Brain uptake of thiamine-coated nanoparticles

Abstract

Recently, a novel nanoparticle (NP) comprised of emulsifying wax and Brij 78 was shown to have significant brain uptake using the in-situ rat brain perfusion technique. To further these studies and to specifically target brain, we have incorporated thiamine as a surface ligand on the nanoparticles. Solid nanoparticles were prepared from oil-in-water microemulsion precursors. Nanoparticles were radiolabeled and a thiamine ligand (thiamine linked to distearoylphosphatidylethanolamine via a polyethylene glycol spacer) was coated on the surface of the nanoparticles. Initial experiments focused on assessing uptake of [3H]nanoparticles with and without thiamine surface ligands. Biodistribution nanoparticle studies were also carried out in BALB/c mice.

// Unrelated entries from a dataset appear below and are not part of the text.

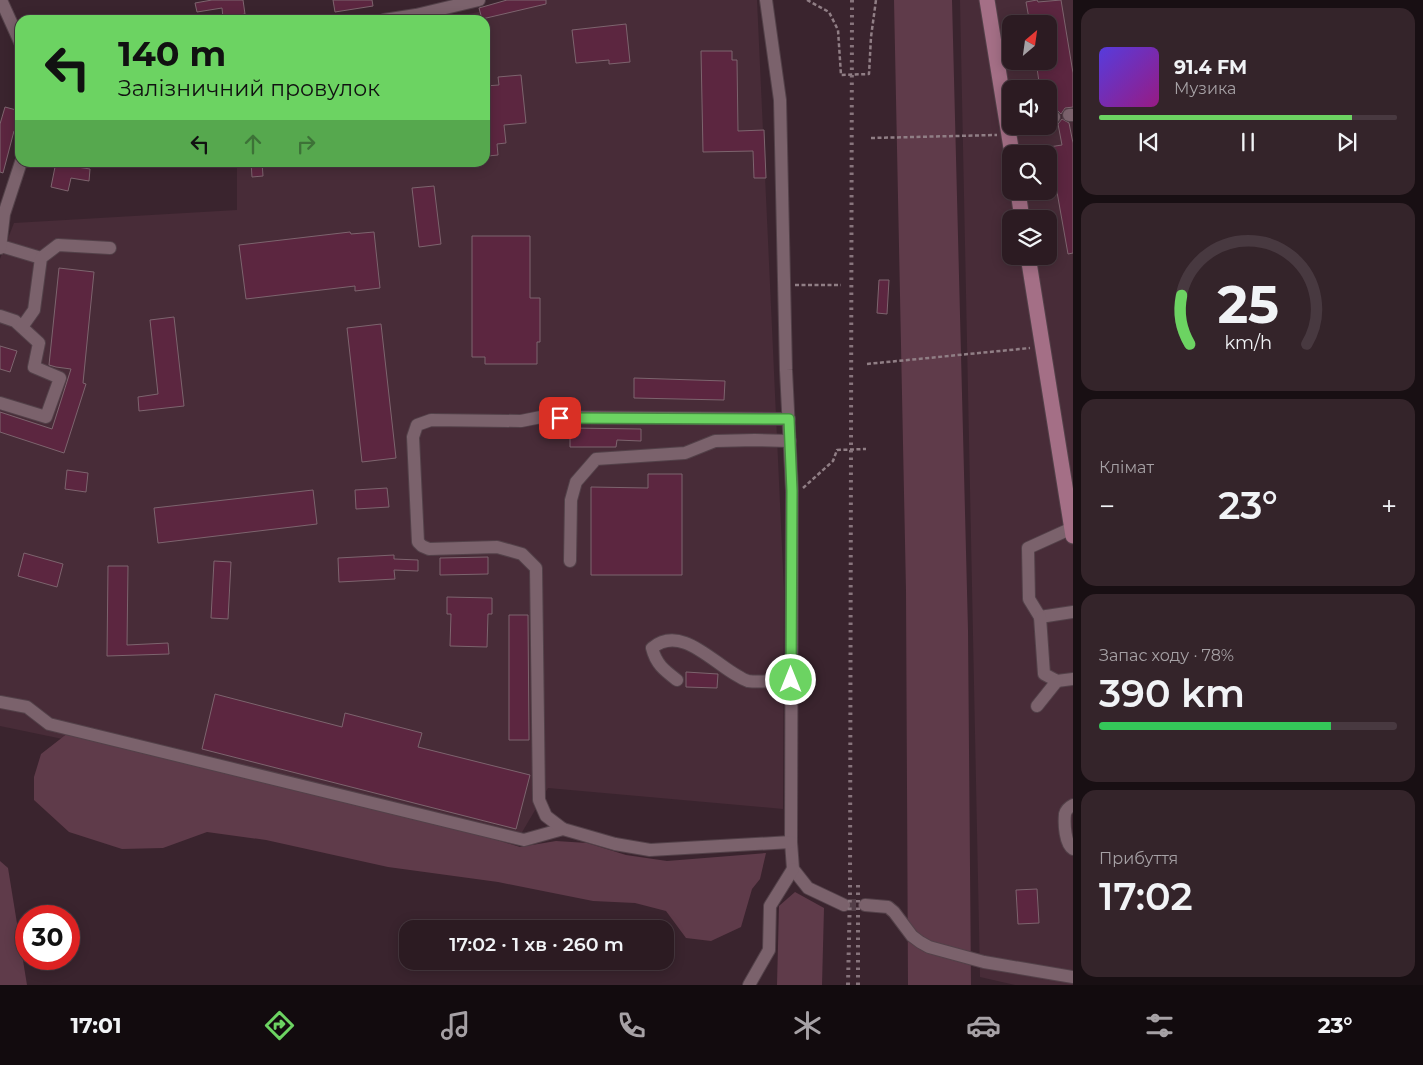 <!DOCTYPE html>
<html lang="uk">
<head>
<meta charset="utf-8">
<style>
  :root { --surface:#2c1b22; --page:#34242a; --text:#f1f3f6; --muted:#a6a1a5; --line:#483940; --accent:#6cd362 }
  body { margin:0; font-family:Montserrat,sans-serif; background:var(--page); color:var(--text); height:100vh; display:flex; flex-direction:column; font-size:19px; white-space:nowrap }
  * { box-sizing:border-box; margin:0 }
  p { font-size:16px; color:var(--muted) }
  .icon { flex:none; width:28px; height:28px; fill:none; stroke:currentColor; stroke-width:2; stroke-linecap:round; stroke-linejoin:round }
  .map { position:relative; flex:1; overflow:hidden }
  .side { display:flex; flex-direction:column; gap:8px; padding:8px; background:#180f13; width:350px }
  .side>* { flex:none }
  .guide { position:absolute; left:15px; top:15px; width:475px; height:152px; border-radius:15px; box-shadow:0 2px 12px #0003,0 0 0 1px var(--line); background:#6cd362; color:#111; overflow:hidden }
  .needle { width:32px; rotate:29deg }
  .fabs { position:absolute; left:1002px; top:15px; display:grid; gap:10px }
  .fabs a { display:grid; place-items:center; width:55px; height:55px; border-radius:10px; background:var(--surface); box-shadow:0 2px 12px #0003,0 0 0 1px var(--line); font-size:25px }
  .speed { position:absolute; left:15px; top:905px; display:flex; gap:10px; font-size:25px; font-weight:700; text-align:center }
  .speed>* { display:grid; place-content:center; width:65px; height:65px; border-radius:50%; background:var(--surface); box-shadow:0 2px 12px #0003,0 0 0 1px var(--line); line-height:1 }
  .speed .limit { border:8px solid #d22; background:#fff; color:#111 }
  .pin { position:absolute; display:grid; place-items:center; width:42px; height:42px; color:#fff; margin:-21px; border-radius:10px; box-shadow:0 2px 8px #0006 }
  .me { position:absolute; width:55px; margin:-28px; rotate:0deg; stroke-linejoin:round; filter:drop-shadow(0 0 4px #0008) }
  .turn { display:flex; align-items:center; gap:18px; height:105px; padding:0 20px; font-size:22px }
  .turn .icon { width:65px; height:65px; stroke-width:2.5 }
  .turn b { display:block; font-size:35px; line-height:42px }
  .lanes { display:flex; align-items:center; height:48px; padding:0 20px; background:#0003; justify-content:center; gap:25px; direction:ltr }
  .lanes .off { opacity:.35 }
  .big { font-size:38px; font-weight:600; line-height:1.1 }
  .side .card { flex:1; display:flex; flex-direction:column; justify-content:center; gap:8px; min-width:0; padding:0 18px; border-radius:15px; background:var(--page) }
  .side .dial { align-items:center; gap:0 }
  .dial svg { height:130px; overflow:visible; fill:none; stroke:var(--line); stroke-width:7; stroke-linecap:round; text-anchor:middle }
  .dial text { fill:var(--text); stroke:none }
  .song { display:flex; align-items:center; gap:15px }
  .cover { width:60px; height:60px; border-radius:8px; background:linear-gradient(135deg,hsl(250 70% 55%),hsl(310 70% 35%)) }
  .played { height:5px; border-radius:2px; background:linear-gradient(90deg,var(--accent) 85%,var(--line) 85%) }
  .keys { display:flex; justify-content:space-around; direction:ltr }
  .heat { display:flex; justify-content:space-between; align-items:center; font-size:28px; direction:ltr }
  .charge { height:8px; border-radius:4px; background:linear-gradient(90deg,#34c759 78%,var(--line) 0) }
  .trip { position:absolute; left:399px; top:920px; width:275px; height:50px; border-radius:15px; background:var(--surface); box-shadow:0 2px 12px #0003,0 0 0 1px var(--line); font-weight:600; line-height:50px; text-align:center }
  .dock { display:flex; height:80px; justify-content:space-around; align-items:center; background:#120b0e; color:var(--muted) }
  .dock .icon { width:35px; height:35px }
  .dock .active { color:var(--accent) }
  .dock b { font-size:22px; color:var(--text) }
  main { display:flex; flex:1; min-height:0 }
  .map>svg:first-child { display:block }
  .built { fill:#482c38; fill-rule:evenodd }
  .green { fill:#5f3b4a }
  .building { fill:#5c2640; stroke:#7d646e }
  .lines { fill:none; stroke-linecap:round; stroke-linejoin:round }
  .minor-tunnel { stroke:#533f48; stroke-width:12; stroke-dasharray:12 6; stroke-linecap:butt }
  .minor-casing { stroke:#534149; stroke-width:14 }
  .major-casing { stroke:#534149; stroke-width:17 }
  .path { stroke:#907e85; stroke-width:2.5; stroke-dasharray:4 2.5; stroke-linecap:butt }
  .minor { stroke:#7b626c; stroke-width:12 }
  .major { stroke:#a46f86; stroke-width:15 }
  .rail { stroke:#87747c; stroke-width:4; stroke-dasharray:2.5 5; stroke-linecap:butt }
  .route-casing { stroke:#468940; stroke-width:12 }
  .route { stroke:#6cd362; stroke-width:9 }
</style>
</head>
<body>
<main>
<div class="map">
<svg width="1073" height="985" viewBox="0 0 1073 985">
  <rect width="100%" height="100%" fill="#3a242e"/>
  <g class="built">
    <polygon points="539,0 757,0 784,591 783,809 548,788 521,834 0,726 0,259 14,223 237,210 237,163 485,162 485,20 438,20"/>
    <path d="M960 0H1073V985H1015L980 977ZM1011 24H1049V61H1011ZM1011 89H1049V126H1011ZM1011 154H1049V191H1011ZM1011 219H1049V256H1011Z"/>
  </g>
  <g class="green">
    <polygon points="894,0 952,0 968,630 971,985 908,985 906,591"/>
    <polygon points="68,733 477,834 520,847 556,841 587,843 626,855 667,861 766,853 760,879 752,889 741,927 711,941 686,938 666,911 635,903 593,901 498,882 388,867 266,840 207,832 163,848 122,849 69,832 34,800 34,777 41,754"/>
    <polygon points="0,861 8,868 27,985 0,985"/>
    <polygon points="795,892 824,908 822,985 777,985 779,906"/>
  </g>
  <g class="building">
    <polygon points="212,0 243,0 245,14 223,18 222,8 197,12 195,3"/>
    <polygon points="333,0 372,0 373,6 335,12"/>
    <polygon points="507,0 546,0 546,4 482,19 479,8"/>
    <polygon points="1037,0 1038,2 1061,0 1073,73 1073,107 1065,108 1061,114 1056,109 1049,110 1049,89 1040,89 1036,61 1049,61 1049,24 1030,24 1026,2"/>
    <polygon points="626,24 630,62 609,64 609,60 576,63 572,30"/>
    <polygon points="701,51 732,51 732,60 737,60 738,131 764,130 766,178 754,178 753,151 703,152"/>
    <polygon points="521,75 526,123 504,125 506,143 497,144 498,155 488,156 485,128 485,86 499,85 498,77"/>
    <polygon points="5,107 20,111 20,117 16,132 14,131 3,173 0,172 0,124"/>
    <polygon points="1062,119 1069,123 1073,143 1073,253 1068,254 1049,147 1062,145 1058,124"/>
    <polygon points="56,162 71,162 71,166 90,169 89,181 71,178 68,191 51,187"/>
    <polygon points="251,162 262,162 263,176 252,177"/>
    <polygon points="434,186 441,244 419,247 412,188"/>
    <polygon points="350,232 351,234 374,232 380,288 355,291 355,286 246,299 239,245"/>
    <polygon points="472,236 530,236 530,298 540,298 540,342 537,342 537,364 485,364 485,357 472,357"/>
    <polygon points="59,268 94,272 83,383 86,384 64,453 0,432 0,412 52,429 71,369 56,367 49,365"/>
    <polygon points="879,280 889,280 887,314 877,313"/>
    <polygon points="174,317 184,406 139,411 138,397 158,394 150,320"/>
    <polygon points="381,324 396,458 362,462 347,328"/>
    <polygon points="0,346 17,351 10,372 0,369"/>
    <polygon points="634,378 725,381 724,400 634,398"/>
    <polygon points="570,428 641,429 641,441 617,440 616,447 570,447"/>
    <polygon points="67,470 88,473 86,492 65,489"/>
    <polygon points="648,474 682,474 682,575 591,575 591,487 648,488"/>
    <polygon points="387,488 389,507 356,509 355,490"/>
    <polygon points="313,490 317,524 158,543 154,508"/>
    <polygon points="24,553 63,564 57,587 18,576"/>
    <polygon points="394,555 394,559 418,560 418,571 394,570 395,579 339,582 338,558"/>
    <polygon points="488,557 488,574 440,575 440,558"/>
    <polygon points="214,561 231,562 228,619 211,618"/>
    <polygon points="108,566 128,566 127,645 168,643 169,654 107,656"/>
    <polygon points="447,597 492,598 492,614 488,614 487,647 450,646 451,614 447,614"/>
    <polygon points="509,615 528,615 529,740 509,740"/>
    <polygon points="686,672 718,674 717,688 686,687"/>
    <polygon points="215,694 342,727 345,713 422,733 418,747 530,775 516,829 202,749"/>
    <polygon points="1037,889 1039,923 1018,924 1016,890"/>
  </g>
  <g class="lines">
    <polyline class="minor-tunnel" points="844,905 865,905"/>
    <defs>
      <g id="minor">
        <polyline points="1,0 20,42"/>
        <polyline points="766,0 780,100 786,370 792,491 791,842 793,869 808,888 844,905"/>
        <polyline points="384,20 416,15 479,0"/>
        <polyline points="1069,115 1073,115"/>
        <polyline points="1049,118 1054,117"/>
        <polyline points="1,246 41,258"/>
        <polyline points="0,248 4,214 21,162"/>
        <polyline points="0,316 15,321 39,343 34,367 60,378 46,417 0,403"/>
        <polyline points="22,327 34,310 41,258 58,245 110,248"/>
        <polyline points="1072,528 1028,548 1029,599 1040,617 1073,612"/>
        <polyline points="570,561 571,500 576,482 596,459 685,453 715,441 755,440 790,441"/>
        <polyline points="1040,617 1044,674 1057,681 1073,679"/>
        <path d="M677 680C664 670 656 664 652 648 681 624 713 663 738 676 741 678 745 680 748 681 761 683 778 680 791 680"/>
        <polyline points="0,702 27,707 49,724 524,840 563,829 615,844 650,850 791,842"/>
        <polyline points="1037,706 1057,681"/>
        <path d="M1073 805C1069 807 1066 810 1065 814 1064 824 1065 844 1073 849"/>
        <polyline points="563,829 546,816 539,800 536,568 522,554 497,547 429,549 422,546 418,542 413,437 417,425 431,420 521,421 541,417 789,419"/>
        <polyline points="865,905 888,907 894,912 912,936 920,942 929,947 984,962 1073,977"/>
        <polyline points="749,985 769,950 770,906 793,869"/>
      </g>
      <g id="major">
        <polyline points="987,0 1012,154"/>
        <polyline points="1018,191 1022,219"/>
        <polyline points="1028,256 1073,536"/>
      </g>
    </defs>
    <use href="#minor" class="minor-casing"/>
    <use href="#major" class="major-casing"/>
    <g class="path">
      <polyline points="807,0 829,12 838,30 841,75 869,74 871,37 876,0"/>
      <polyline points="871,138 997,135"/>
      <polyline points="795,285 841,285"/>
      <polyline points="867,364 1030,348"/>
      <polyline points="803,488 833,461 837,450 866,449"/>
    </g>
    <use href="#minor" class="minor"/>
    <use href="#major" class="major"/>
    <g class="rail">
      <polyline points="848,985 850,892 852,0"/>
      <polyline points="858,985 858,882"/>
    </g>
  </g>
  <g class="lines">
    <defs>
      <polyline id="route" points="560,418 789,419 792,491 791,680"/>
    </defs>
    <use href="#route" class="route-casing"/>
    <use href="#route" class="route"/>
  </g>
</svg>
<div class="fabs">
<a><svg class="needle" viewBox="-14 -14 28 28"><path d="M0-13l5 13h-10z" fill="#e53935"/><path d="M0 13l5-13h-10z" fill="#a6a1a5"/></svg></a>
<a><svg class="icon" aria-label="sound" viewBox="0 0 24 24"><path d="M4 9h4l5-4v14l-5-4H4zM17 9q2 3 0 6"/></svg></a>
<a><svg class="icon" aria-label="search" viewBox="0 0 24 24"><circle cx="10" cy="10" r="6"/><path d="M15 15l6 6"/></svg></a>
<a><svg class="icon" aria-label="layers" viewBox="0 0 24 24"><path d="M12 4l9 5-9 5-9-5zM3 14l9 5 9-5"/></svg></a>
</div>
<div class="speed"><div class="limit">30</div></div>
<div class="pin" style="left:560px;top:418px;background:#d93025"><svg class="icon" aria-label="arrive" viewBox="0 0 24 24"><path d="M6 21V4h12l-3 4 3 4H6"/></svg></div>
<svg class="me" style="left:791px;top:680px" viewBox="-20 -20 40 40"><circle r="17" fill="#6cd362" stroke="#fff" stroke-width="3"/><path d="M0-11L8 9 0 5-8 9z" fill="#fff"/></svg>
<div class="trip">17:02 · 1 хв · 260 m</div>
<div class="guide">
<div class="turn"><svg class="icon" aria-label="left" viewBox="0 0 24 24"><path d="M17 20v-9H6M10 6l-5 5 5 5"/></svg><div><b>140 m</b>Залізничний провулок</div></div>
<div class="lanes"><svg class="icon" aria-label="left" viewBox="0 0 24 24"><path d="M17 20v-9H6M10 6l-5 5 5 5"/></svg><svg class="icon off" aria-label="ahead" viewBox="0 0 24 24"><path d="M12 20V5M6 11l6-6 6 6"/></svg><svg class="icon off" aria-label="right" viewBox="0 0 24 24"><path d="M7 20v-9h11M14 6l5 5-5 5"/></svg></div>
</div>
</div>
<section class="side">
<div class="card">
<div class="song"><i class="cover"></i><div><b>91.4 FM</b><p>Музика</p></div></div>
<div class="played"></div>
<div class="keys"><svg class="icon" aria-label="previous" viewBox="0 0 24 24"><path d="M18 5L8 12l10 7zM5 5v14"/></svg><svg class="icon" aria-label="pause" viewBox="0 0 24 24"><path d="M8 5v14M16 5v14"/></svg><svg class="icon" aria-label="next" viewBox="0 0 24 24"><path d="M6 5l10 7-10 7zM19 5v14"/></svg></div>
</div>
<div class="card dial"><svg viewBox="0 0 100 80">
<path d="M14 69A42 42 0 1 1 86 69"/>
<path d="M14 69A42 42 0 0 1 9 39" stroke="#6cd362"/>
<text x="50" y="56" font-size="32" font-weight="700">25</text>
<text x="50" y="72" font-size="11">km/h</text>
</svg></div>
<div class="card"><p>Клімат</p>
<div class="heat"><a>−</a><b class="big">23°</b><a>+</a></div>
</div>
<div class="card"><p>Запас ходу · 78%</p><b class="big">390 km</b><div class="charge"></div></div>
<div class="card"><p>Прибуття</p><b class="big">17:02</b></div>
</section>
</main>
<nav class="dock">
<b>17:01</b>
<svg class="icon active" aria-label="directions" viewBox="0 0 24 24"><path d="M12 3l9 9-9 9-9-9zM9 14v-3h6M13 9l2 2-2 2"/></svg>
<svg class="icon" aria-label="music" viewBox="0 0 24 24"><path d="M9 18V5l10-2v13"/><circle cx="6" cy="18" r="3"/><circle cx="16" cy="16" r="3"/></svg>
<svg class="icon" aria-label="phone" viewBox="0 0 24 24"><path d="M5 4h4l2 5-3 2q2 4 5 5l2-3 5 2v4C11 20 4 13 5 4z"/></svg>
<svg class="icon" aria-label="climate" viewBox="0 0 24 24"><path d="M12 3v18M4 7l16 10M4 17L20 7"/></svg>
<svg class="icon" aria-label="car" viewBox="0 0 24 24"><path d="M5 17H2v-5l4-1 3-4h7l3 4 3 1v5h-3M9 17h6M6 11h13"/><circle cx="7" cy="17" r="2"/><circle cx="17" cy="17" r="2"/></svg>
<svg class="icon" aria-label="filters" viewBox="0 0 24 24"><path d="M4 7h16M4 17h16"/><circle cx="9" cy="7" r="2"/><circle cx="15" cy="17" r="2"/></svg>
<b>23°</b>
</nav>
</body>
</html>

The results showed: (1) the effectiveness of using microemulsions as precursors to engineer nanoparticles, (2) kinetic modeling for brain uptake of nanoparticles with and without the thiamine surface ligands, and (3) initial data suggesting mechanisms for nanoparticle brain entry. Comparison of NP brain uptake demonstrated that the thiamine-coated nanoparticle associated with the blood-brain barrier (BBB) thiamine transporter and had an increased K(in) between 45 and 120 s (thiamine coated NP 9.8 +/- 1.1 x 10(-3) ml/s/g versus uncoated NPs; 7.0 +/- 0.3 x 10(-3) ml/s/g). It was concluded that the thiamine ligand facilitated binding and/or association with blood-brain barrier thiamine transporters, which may be a viable mechanism for nanoparticle mediated brain drug delivery.